REQUIRED WORK:
Return verbatim the line containing "I am building a map index. Convert the image" together with all lines that follow it in the records, and no other material.

RECORDS PROVIDED:
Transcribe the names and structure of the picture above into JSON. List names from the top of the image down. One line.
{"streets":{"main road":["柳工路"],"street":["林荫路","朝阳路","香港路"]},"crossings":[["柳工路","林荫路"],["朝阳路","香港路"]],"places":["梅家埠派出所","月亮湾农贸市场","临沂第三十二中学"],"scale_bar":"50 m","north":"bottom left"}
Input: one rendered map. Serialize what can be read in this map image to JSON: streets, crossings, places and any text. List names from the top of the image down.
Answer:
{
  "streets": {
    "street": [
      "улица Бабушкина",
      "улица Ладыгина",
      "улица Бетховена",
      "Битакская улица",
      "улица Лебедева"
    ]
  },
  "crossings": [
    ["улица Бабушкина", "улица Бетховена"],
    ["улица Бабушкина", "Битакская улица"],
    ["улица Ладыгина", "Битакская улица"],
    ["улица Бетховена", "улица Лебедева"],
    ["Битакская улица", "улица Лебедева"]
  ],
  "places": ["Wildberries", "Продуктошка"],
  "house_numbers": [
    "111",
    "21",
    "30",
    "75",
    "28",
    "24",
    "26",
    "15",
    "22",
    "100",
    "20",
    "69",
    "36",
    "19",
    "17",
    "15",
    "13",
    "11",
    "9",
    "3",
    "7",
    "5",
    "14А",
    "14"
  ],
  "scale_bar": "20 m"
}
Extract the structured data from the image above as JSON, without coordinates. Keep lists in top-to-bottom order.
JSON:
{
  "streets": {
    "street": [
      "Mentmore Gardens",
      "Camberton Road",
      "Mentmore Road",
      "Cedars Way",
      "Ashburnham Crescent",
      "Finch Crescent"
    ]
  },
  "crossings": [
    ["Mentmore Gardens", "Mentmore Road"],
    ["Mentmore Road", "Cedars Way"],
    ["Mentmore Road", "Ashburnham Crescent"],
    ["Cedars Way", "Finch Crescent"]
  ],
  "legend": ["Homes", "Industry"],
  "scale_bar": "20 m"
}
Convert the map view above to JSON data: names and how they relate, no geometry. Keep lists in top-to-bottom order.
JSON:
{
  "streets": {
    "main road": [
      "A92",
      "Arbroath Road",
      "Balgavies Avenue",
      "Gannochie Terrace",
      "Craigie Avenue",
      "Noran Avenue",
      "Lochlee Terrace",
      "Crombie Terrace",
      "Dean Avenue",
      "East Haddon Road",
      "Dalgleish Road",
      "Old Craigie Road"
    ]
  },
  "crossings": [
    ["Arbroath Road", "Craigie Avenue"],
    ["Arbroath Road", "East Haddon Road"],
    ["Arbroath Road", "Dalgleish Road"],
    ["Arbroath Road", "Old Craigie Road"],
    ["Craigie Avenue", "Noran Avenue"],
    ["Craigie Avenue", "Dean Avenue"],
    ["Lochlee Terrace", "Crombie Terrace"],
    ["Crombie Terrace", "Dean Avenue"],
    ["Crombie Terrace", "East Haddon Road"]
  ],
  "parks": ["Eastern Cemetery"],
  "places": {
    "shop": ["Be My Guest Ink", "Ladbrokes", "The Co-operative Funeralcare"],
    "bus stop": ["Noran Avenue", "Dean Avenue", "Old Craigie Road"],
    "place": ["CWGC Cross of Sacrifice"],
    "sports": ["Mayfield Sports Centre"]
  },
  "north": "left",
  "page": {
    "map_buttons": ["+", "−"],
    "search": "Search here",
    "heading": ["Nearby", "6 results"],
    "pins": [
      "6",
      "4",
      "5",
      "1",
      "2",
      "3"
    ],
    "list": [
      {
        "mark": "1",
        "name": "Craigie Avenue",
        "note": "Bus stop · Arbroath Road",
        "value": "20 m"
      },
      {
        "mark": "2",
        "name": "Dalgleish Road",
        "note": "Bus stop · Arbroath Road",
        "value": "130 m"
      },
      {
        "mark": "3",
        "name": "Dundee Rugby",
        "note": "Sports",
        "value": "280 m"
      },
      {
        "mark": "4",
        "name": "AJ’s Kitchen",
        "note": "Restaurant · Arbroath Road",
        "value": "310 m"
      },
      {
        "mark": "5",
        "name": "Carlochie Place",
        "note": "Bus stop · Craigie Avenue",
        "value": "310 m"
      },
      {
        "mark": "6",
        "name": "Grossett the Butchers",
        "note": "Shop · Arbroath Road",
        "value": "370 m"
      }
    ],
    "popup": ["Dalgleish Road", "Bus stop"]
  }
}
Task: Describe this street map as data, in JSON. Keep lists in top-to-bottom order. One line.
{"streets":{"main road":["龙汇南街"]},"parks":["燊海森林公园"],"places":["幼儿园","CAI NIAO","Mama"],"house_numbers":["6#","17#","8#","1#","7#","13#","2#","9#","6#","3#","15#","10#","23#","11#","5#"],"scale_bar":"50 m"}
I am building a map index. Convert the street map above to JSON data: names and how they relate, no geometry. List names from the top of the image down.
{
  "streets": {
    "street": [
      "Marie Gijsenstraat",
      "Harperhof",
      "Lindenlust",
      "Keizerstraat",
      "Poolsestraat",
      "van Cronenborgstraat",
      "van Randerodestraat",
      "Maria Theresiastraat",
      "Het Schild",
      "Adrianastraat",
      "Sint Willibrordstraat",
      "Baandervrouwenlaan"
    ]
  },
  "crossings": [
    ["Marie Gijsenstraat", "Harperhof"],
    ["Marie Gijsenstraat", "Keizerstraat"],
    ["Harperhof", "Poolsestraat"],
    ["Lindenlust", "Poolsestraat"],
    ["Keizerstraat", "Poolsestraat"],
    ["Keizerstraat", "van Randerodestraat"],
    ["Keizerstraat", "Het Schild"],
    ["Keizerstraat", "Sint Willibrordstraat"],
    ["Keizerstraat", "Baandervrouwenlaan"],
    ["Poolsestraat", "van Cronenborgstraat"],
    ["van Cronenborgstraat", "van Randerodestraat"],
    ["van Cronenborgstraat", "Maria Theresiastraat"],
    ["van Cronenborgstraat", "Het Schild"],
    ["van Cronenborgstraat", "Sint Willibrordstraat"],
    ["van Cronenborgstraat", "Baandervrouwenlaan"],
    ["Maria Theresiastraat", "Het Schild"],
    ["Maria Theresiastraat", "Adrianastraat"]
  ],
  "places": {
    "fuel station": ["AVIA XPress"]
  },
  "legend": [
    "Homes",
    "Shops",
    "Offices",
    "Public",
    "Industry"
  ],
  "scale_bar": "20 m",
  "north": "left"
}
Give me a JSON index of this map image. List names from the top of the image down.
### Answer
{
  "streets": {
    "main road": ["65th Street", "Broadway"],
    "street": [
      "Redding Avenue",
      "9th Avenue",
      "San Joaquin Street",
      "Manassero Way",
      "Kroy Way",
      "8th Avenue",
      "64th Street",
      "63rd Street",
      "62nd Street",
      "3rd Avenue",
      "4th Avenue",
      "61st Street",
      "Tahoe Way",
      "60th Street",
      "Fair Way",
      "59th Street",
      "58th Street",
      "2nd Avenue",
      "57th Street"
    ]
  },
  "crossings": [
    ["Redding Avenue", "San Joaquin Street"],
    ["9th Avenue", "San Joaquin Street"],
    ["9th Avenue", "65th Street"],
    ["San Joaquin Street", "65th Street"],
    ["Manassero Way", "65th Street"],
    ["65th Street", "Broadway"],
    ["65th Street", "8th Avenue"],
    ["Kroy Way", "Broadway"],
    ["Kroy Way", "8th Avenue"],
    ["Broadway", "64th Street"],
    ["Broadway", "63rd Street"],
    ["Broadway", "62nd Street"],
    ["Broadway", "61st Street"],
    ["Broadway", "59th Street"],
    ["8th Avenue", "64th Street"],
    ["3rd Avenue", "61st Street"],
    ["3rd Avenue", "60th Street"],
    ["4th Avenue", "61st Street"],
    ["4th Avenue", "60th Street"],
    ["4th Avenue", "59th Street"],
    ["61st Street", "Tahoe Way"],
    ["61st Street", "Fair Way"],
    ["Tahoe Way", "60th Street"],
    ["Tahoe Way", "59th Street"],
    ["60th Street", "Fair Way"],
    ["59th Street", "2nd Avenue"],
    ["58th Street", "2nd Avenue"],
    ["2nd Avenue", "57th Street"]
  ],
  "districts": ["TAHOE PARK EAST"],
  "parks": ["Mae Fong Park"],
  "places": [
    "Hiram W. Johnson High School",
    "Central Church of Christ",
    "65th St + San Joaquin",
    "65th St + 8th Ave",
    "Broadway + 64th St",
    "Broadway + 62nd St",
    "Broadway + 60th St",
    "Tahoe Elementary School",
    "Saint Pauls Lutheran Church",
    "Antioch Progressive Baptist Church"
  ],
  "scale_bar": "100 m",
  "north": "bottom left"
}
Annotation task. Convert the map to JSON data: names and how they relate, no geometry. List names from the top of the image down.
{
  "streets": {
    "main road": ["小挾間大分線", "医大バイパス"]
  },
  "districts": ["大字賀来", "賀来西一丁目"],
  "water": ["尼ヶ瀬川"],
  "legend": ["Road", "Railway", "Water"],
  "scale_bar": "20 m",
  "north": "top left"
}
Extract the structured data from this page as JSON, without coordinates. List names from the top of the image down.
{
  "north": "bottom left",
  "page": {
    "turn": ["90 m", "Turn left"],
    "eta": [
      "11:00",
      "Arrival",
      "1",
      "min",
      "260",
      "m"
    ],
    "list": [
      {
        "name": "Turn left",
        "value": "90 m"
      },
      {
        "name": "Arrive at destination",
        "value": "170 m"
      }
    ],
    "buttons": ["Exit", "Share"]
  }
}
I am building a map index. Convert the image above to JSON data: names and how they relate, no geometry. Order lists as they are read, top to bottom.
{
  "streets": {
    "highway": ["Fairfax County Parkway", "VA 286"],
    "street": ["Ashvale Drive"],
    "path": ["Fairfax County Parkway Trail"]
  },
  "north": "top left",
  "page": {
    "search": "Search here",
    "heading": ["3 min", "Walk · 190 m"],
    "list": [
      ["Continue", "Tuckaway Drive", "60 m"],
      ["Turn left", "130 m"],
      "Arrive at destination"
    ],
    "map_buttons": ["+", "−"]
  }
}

ANSWER FOR THE TASK:
I am building a map index. Convert the image above to JSON data: names and how they relate, no geometry. Order lists as they are read, top to bottom.
{
  "streets": {
    "highway": ["Fairfax County Parkway", "VA 286"],
    "street": ["Ashvale Drive"],
    "path": ["Fairfax County Parkway Trail"]
  },
  "north": "top left",
  "page": {
    "search": "Search here",
    "heading": ["3 min", "Walk · 190 m"],
    "list": [
      ["Continue", "Tuckaway Drive", "60 m"],
      ["Turn left", "130 m"],
      "Arrive at destination"
    ],
    "map_buttons": ["+", "−"]
  }
}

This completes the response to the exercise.